見事に酸素が漏れるという不安感は無くなり、週3回のデイサービスも欠かさず来るようになり、長男の妻の負担も軽減されていきました。
尊厳ある介護とは
「尊厳を守る」「尊厳ある介護」「その人らしく」などと介護の業界ではよく言われますが、具体的にどういうことかを説明することが出来る人は少ないのではないでしょうか。
尊厳を辞書で調べると
「尊く厳かで犯してはならないこと」
と出てきますが、介護における尊厳とはやや違うと感じる方も多いと思います。
介護における尊厳は定義があるわけはありませんが「その人の存在価値が認められていること」「自尊心が保てる環境であること」ではないかと考えます。

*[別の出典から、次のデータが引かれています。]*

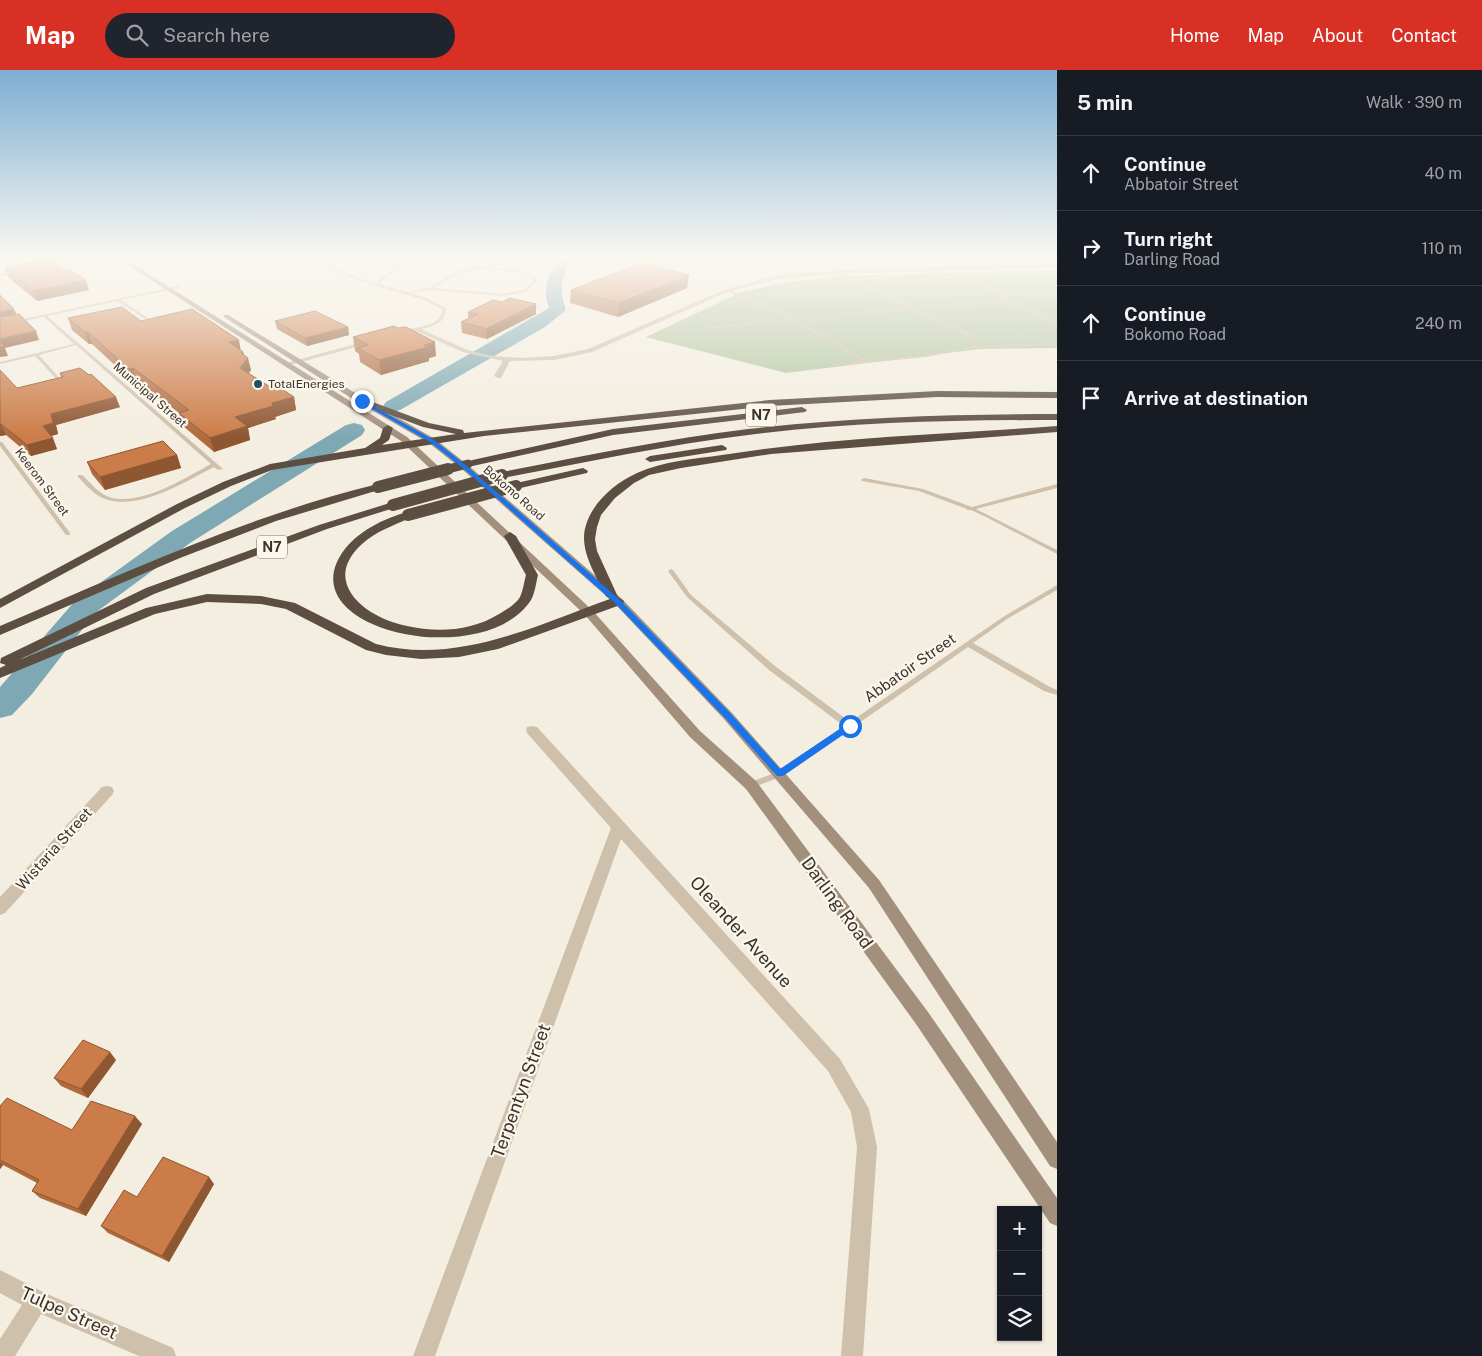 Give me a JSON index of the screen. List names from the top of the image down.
{
  "streets": {
    "highway": ["N7"],
    "main road": ["Bokomo Road", "Darling Road"],
    "street": [
      "Wistaria Street",
      "Oleander Avenue",
      "Terpentyn Street",
      "Tulpe Street"
    ],
    "lane": ["Municipal Street", "Keerom Street", "Abbatoir Street"]
  },
  "crossings": [
    ["Abbatoir Street", "Darling Road"],
    ["Oleander Avenue", "Terpentyn Street"]
  ],
  "places": ["TotalEnergies"],
  "page": {
    "header": "Map",
    "search": "Search here",
    "nav": [
      "Home",
      "Map",
      "About",
      "Contact"
    ],
    "heading": ["5 min", "Walk · 390 m"],
    "list": [
      ["Continue", "Abbatoir Street", "40 m"],
      ["Turn right", "Darling Road", "110 m"],
      ["Continue", "Bokomo Road", "240 m"],
      "Arrive at destination"
    ],
    "map_buttons": ["+", "−"]
  }
} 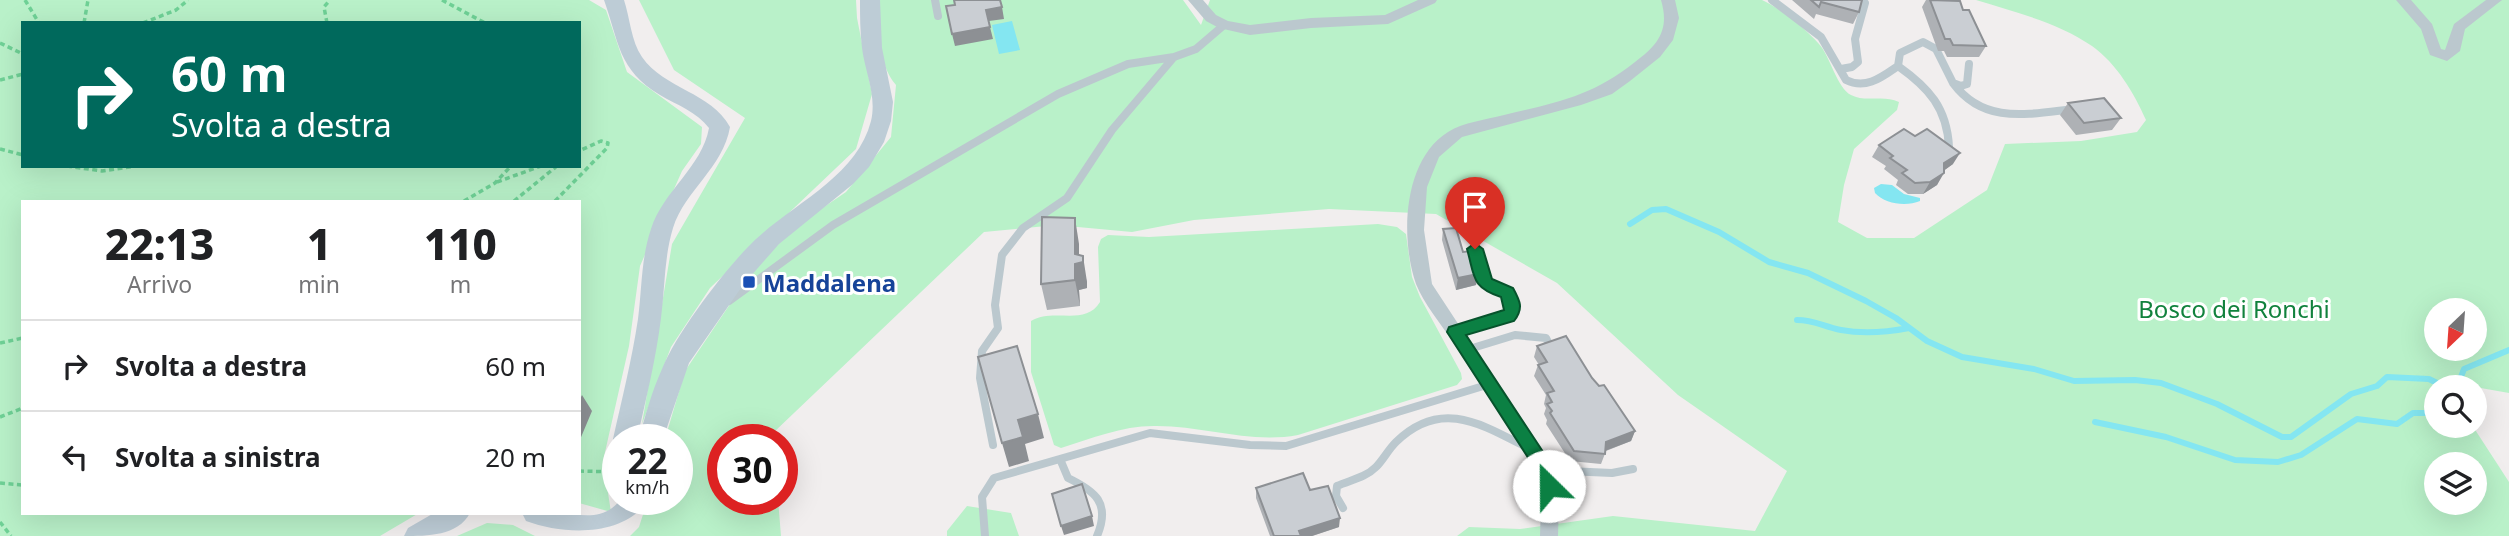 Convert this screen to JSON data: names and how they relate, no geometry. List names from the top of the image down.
{
  "parks": ["Bosco dei Ronchi"],
  "places": {
    "transit": ["Maddalena"]
  },
  "north": "bottom left",
  "page": {
    "turn": ["60 m", "Svolta a destra"],
    "eta": [
      "22:13",
      "Arrivo",
      "1",
      "min",
      "110",
      "m"
    ],
    "list": [
      {
        "name": "Svolta a destra",
        "value": "60 m"
      },
      {
        "name": "Svolta a sinistra",
        "value": "20 m"
      }
    ],
    "speed": "22 km/h",
    "limit": "30"
  }
} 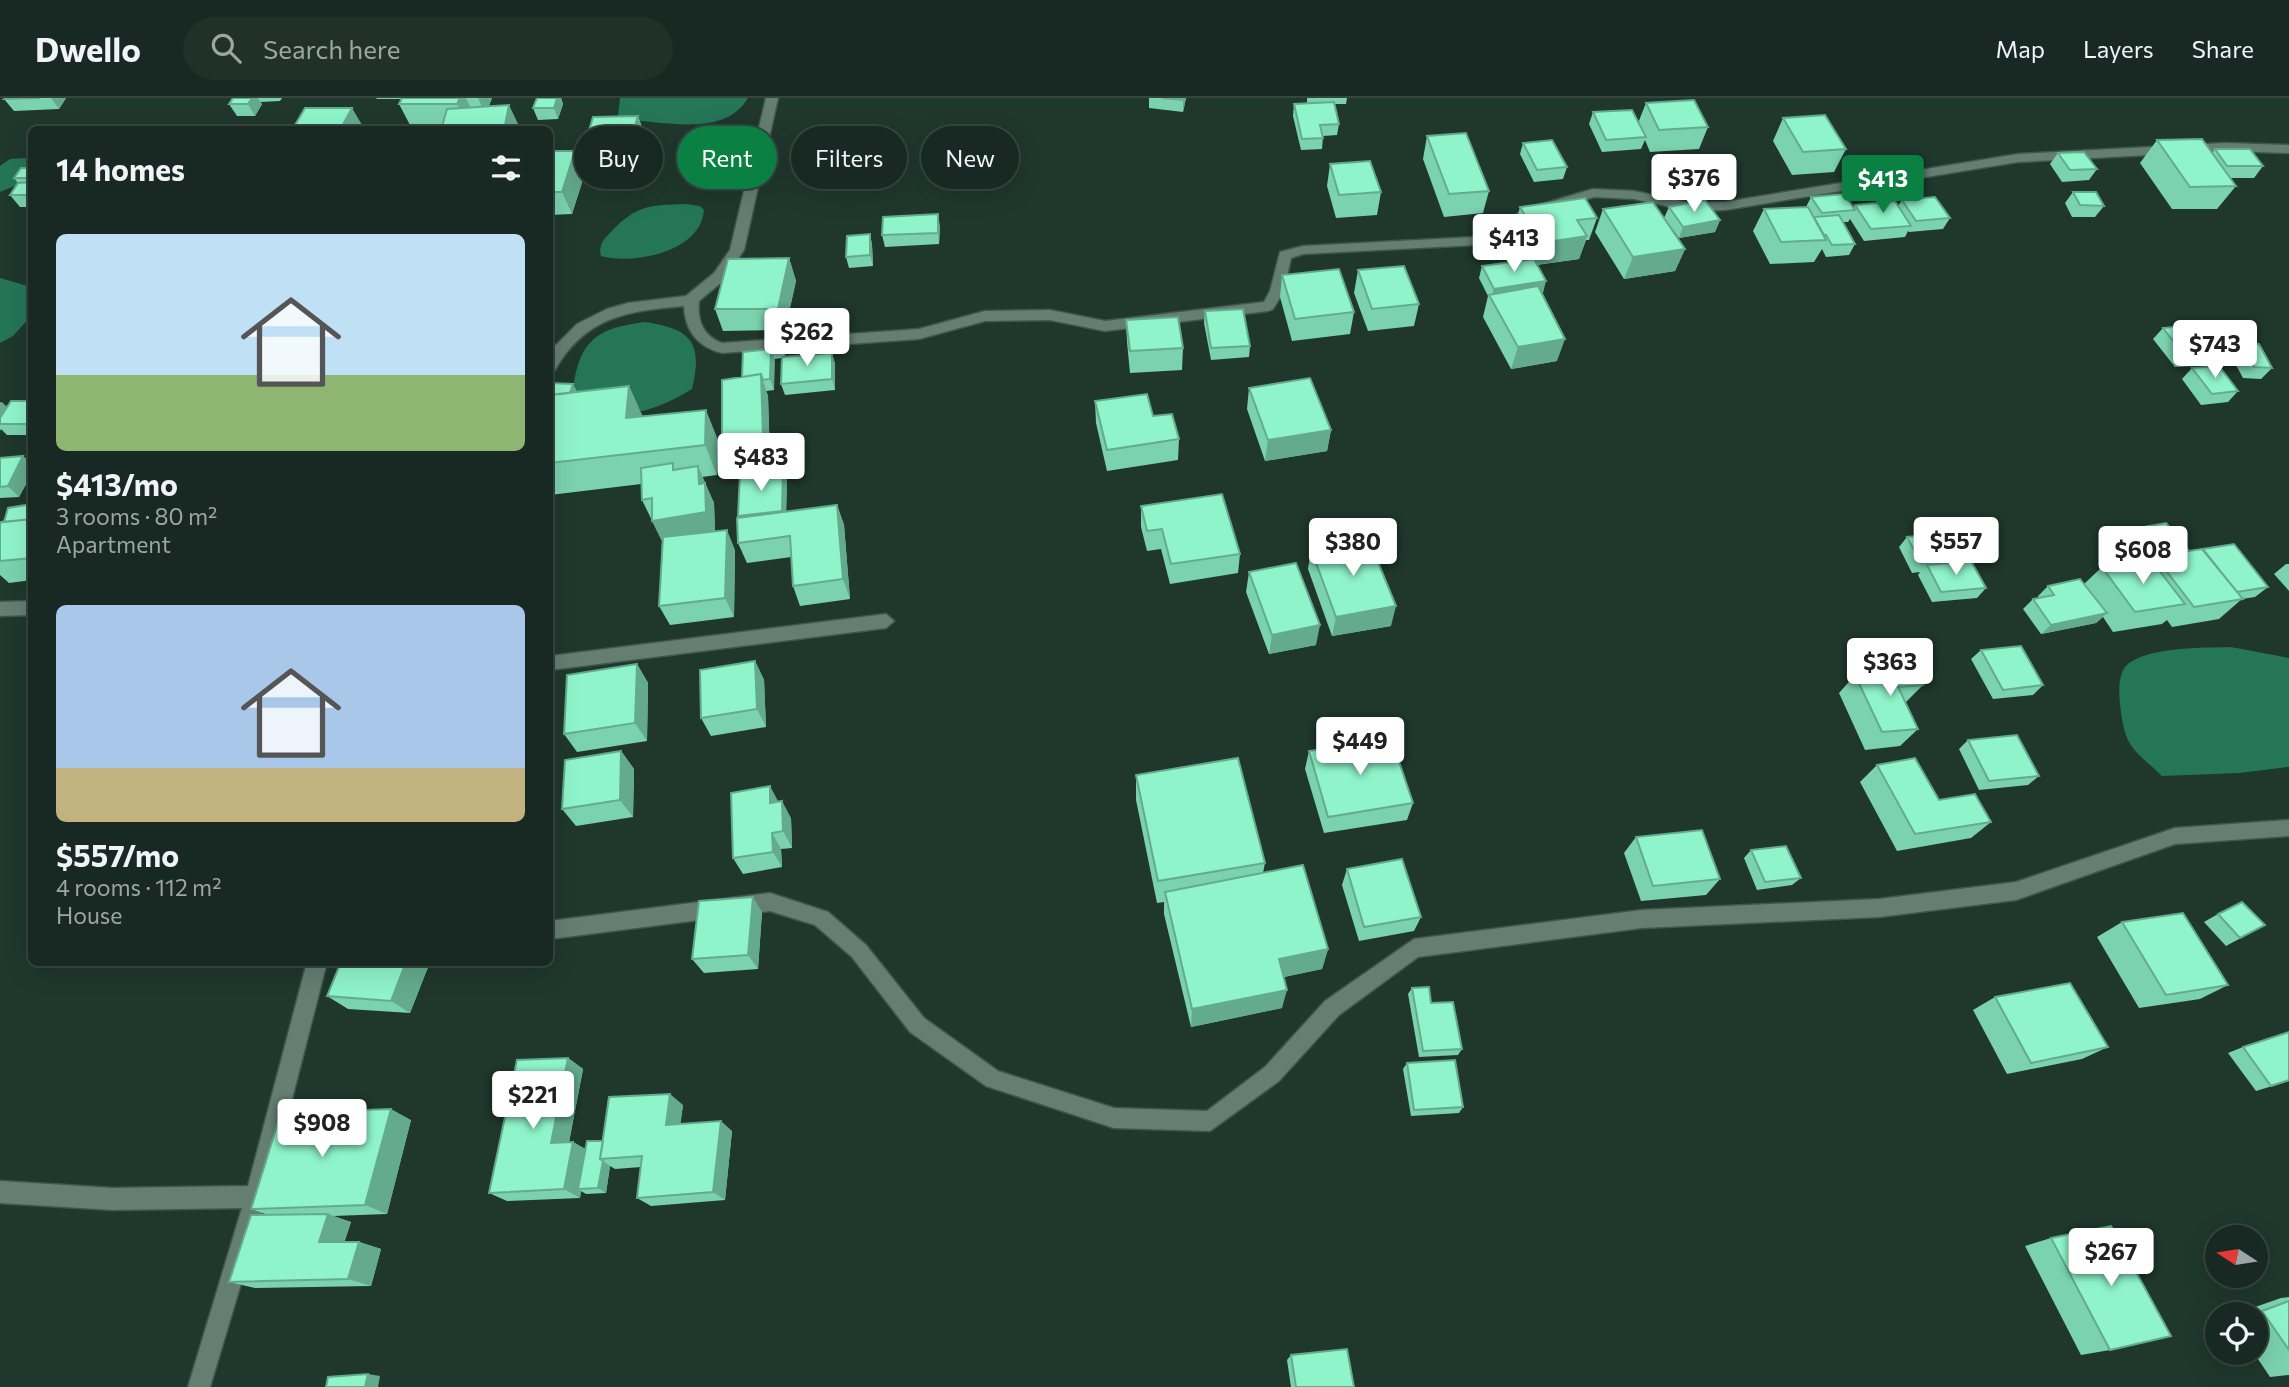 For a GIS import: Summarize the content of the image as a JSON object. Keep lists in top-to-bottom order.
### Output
{
  "north": "left",
  "page": {
    "header": "Dwello",
    "search": "Search here",
    "nav": ["Map", "Layers", "Share"],
    "chip": [
      "Buy",
      "Rent",
      "Filters",
      "New"
    ],
    "heading": "14 homes",
    "price": [
      "$376",
      "$413",
      "$413",
      "$262",
      "$743",
      "$483",
      "$557",
      "$380",
      "$608",
      "$363",
      "$449",
      "$221",
      "$908",
      "$267"
    ],
    "list": [
      {
        "name": "$413/mo",
        "note": "3 rooms · 80 m² · Apartment"
      },
      {
        "name": "$557/mo",
        "note": "4 rooms · 112 m² · House"
      }
    ]
  }
}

ある末期がん患者の言葉で、「私が本当にうれしいことは、私の言うことを理解している人がそばにいることではなくて、私の言うことを理解しようと聞いてくれる人がそばにいることです。」という言葉を聞いたことがあります。人は、どんなに認知力が下がったとしても、自分がどう取り扱われているかということについては敏感です。
誰もが持っている「自尊心」とは読んで字の如く、自分のことを尊いと思う気持ちで、人は誰もが「自分のことを大切にしてほしい」「最期まで生きる価値や役割があると思いたい」という気持ちを持っているものです。
認知症の対応では教科書通り「こうすれば大丈夫、うまくいく」ということは少なく、症状は同じようでも一人ひとり違うものです。大切なのは、形式的な対症療法としての対応や声かけではなく、「どれだけ心を込めて向き合うか」ということが、なによりも大切だと考えられます。